== Task item ==
For the data below, count the lines that have the string "place" and state that number by itself.

== Provided entries ==

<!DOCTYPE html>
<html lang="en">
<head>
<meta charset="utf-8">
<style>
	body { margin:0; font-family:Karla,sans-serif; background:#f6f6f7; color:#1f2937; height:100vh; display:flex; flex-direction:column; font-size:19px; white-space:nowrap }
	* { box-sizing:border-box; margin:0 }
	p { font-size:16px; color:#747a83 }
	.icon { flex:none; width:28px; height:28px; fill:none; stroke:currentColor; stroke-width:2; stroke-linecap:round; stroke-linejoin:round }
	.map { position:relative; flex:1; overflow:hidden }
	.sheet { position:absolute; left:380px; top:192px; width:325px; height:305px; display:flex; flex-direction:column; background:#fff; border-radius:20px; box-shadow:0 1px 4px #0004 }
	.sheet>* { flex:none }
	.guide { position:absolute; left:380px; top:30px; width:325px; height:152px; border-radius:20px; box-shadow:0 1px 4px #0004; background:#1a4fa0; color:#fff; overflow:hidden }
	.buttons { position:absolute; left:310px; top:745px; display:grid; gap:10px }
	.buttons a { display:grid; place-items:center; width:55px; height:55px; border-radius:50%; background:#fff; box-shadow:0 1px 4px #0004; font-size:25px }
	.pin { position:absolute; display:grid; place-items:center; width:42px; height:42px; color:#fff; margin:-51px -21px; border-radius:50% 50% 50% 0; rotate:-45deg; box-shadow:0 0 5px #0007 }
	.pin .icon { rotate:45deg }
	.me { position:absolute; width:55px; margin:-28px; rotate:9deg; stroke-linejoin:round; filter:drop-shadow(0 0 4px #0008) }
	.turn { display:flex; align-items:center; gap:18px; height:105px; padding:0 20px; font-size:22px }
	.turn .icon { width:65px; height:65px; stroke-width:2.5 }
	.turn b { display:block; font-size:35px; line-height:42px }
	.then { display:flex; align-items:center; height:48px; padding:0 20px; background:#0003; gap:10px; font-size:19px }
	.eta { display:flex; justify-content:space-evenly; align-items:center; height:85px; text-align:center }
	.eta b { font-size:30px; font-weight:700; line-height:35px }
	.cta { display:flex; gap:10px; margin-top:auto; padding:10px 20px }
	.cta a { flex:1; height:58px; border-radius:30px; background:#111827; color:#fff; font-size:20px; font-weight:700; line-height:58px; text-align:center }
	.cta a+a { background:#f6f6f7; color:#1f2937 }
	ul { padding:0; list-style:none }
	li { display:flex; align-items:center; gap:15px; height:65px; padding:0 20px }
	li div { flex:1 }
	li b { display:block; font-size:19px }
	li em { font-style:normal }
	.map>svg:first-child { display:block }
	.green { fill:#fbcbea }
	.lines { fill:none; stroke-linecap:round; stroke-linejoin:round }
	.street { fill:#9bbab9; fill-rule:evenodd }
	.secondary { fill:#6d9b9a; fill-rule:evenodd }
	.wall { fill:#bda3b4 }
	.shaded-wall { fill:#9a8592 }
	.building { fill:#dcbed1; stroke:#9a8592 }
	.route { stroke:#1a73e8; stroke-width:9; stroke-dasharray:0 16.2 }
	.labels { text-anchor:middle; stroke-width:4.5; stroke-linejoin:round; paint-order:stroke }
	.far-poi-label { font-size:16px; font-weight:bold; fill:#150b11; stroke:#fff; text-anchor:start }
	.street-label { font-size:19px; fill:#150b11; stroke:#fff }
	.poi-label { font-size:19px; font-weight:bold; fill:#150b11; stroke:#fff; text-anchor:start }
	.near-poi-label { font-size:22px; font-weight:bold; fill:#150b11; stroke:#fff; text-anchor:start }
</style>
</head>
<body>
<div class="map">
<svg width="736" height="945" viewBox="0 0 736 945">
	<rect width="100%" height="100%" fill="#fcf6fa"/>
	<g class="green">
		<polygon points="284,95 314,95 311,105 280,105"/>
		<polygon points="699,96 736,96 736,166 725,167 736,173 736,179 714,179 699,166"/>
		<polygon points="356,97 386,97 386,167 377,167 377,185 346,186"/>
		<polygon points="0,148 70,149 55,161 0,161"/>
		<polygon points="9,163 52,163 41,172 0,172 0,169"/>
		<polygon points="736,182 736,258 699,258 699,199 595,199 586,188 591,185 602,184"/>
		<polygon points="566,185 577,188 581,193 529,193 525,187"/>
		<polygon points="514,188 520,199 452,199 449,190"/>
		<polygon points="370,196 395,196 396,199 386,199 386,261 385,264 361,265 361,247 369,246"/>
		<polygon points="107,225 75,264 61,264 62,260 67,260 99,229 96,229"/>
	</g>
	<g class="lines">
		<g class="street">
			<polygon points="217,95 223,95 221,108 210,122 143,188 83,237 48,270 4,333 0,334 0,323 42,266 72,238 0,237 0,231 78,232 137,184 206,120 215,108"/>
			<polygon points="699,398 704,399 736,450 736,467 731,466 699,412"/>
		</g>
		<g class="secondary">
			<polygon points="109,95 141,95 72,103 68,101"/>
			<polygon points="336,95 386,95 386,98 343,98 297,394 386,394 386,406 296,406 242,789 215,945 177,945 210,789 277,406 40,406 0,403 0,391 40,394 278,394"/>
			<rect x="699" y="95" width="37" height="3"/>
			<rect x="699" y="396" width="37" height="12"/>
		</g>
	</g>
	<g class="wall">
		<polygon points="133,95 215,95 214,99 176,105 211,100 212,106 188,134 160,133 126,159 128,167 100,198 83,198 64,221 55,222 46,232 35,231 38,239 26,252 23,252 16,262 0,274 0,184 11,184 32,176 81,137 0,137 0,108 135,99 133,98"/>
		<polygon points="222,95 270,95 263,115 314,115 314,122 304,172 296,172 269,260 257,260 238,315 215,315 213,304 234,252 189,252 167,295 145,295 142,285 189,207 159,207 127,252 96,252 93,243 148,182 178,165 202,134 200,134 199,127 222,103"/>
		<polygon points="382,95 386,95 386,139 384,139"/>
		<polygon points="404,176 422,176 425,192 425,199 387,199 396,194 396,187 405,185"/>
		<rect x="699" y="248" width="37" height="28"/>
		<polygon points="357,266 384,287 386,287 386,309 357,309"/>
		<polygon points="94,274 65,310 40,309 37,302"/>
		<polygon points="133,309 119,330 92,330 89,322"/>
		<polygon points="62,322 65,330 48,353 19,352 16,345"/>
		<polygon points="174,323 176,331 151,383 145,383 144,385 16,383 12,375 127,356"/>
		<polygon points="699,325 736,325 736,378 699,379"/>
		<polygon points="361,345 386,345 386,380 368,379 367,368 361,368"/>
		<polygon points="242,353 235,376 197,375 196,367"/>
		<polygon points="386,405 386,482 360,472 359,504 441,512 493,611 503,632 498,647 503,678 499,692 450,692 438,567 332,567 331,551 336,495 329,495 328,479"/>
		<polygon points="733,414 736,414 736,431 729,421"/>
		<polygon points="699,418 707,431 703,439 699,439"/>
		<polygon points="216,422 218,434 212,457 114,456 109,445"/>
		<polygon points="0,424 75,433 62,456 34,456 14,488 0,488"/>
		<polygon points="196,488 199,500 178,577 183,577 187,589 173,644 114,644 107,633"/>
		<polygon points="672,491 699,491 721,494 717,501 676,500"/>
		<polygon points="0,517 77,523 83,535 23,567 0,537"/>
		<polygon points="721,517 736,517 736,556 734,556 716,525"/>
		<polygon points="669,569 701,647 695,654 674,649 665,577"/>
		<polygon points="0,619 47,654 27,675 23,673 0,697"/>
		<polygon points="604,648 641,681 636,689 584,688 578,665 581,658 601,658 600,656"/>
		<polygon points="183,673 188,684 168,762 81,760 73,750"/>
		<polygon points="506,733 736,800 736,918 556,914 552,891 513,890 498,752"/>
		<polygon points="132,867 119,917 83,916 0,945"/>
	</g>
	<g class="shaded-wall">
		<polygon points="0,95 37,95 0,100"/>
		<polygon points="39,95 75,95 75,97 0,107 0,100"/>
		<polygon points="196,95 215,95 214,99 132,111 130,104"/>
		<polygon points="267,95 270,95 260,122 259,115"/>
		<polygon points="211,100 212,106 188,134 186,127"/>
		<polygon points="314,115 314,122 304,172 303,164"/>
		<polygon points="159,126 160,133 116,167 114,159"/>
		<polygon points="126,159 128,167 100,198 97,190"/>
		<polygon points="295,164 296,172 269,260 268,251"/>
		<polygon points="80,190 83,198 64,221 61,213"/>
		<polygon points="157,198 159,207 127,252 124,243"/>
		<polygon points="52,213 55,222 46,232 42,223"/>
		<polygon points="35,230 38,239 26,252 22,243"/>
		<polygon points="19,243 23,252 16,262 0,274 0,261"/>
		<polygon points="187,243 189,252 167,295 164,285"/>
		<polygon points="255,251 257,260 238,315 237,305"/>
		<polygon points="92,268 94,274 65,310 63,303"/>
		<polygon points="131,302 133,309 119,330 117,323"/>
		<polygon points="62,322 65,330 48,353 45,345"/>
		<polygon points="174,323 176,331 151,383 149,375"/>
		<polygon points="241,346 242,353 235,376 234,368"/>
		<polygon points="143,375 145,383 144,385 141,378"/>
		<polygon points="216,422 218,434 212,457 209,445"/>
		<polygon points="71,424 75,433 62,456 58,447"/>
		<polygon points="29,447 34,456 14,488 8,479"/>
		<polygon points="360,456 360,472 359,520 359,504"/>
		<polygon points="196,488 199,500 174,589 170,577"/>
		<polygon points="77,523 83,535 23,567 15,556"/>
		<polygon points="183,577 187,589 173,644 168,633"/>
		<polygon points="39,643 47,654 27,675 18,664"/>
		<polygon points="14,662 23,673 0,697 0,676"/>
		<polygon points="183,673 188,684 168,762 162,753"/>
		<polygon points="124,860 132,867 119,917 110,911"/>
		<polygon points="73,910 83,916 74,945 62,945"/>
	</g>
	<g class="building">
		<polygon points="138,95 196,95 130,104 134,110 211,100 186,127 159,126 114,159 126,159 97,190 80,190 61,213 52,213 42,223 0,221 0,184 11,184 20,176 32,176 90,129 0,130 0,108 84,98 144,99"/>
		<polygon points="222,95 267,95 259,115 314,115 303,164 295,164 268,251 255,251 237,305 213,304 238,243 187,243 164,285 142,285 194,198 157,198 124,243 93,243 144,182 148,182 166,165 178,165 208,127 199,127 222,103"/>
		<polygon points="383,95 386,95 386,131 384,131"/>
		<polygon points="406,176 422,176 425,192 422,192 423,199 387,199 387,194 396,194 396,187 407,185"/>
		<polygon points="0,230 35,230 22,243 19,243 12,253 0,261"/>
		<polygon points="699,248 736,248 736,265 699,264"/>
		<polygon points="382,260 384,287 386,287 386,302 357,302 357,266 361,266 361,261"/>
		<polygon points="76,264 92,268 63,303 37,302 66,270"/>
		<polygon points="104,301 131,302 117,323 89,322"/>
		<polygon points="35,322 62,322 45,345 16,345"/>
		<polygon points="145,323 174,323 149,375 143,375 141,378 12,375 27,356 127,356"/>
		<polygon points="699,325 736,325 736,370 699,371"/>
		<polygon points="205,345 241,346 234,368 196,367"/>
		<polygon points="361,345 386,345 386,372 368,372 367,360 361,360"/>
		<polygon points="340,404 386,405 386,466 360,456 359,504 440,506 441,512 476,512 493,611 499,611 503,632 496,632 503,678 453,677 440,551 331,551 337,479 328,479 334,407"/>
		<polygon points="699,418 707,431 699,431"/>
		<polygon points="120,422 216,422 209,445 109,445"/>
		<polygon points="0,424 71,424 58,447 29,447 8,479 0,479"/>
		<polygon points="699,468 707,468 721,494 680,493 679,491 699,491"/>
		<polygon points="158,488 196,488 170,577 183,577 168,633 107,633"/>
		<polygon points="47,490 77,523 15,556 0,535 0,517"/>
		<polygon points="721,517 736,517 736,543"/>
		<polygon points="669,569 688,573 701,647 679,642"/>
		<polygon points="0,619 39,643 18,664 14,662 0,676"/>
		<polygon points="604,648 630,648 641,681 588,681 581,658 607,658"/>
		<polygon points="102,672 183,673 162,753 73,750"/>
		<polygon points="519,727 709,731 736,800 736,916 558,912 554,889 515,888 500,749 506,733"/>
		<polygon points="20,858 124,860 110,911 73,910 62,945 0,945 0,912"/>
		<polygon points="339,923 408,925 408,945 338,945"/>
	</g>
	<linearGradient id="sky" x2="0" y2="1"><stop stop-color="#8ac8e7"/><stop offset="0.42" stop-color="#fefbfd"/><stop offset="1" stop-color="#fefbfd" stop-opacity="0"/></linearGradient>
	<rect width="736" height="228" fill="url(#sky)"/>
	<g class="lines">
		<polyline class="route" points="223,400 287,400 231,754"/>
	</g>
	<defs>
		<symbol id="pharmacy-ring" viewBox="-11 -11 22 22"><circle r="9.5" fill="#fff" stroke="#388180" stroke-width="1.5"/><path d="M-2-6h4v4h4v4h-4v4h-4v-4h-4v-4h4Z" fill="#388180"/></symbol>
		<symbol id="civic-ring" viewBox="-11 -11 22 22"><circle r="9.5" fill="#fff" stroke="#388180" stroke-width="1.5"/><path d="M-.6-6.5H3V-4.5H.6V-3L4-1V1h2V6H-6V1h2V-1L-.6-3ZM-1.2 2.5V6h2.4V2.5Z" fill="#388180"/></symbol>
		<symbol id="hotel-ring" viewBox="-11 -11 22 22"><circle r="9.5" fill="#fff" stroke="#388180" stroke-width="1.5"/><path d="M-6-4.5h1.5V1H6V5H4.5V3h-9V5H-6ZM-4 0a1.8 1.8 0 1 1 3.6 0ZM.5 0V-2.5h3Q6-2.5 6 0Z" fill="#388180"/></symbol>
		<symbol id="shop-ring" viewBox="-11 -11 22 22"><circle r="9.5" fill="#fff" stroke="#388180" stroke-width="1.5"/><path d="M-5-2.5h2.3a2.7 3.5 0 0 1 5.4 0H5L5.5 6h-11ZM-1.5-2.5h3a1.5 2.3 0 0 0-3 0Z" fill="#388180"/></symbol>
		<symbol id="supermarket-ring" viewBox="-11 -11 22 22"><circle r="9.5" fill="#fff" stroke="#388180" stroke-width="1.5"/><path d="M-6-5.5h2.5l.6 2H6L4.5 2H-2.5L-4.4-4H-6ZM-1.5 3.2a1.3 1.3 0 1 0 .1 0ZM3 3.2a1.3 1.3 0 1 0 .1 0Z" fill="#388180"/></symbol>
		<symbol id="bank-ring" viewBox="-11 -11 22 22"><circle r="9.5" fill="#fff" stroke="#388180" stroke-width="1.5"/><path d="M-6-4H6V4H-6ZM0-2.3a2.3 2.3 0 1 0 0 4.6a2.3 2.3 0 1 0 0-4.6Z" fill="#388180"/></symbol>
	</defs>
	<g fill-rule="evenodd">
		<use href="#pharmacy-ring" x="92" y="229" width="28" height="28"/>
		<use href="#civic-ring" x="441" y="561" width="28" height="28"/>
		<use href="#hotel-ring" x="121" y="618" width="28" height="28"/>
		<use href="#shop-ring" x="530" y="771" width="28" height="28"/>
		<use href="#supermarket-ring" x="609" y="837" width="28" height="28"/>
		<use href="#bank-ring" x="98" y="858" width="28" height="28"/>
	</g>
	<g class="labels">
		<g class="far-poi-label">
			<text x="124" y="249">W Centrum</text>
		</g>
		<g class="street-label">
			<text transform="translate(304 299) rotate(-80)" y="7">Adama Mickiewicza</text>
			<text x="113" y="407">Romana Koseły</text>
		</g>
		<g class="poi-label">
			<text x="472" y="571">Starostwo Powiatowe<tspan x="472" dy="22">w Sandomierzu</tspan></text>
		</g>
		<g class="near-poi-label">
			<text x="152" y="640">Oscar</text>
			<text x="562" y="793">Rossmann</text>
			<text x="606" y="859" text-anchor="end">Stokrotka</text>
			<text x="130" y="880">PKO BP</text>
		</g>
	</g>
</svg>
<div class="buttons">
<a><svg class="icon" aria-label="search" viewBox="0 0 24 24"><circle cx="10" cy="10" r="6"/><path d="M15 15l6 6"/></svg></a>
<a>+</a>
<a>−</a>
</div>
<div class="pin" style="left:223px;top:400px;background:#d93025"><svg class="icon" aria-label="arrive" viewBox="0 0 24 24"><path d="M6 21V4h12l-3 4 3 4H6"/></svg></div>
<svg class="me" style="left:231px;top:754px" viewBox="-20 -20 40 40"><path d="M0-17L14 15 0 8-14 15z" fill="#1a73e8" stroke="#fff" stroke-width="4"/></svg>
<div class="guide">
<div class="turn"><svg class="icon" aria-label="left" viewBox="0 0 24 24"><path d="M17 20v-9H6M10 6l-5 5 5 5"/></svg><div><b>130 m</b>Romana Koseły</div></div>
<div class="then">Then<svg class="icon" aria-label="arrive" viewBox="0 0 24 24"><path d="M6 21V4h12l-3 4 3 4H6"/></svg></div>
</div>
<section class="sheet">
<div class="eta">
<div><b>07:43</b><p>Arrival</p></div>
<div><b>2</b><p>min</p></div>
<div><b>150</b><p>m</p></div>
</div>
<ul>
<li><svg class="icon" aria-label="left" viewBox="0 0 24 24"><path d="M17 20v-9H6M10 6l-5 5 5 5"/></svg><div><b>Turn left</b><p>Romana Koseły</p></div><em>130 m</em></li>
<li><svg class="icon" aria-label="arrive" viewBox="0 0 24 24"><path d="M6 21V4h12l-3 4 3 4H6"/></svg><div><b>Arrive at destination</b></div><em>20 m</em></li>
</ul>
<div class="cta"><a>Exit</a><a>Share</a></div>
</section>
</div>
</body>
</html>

== Expected output ==
2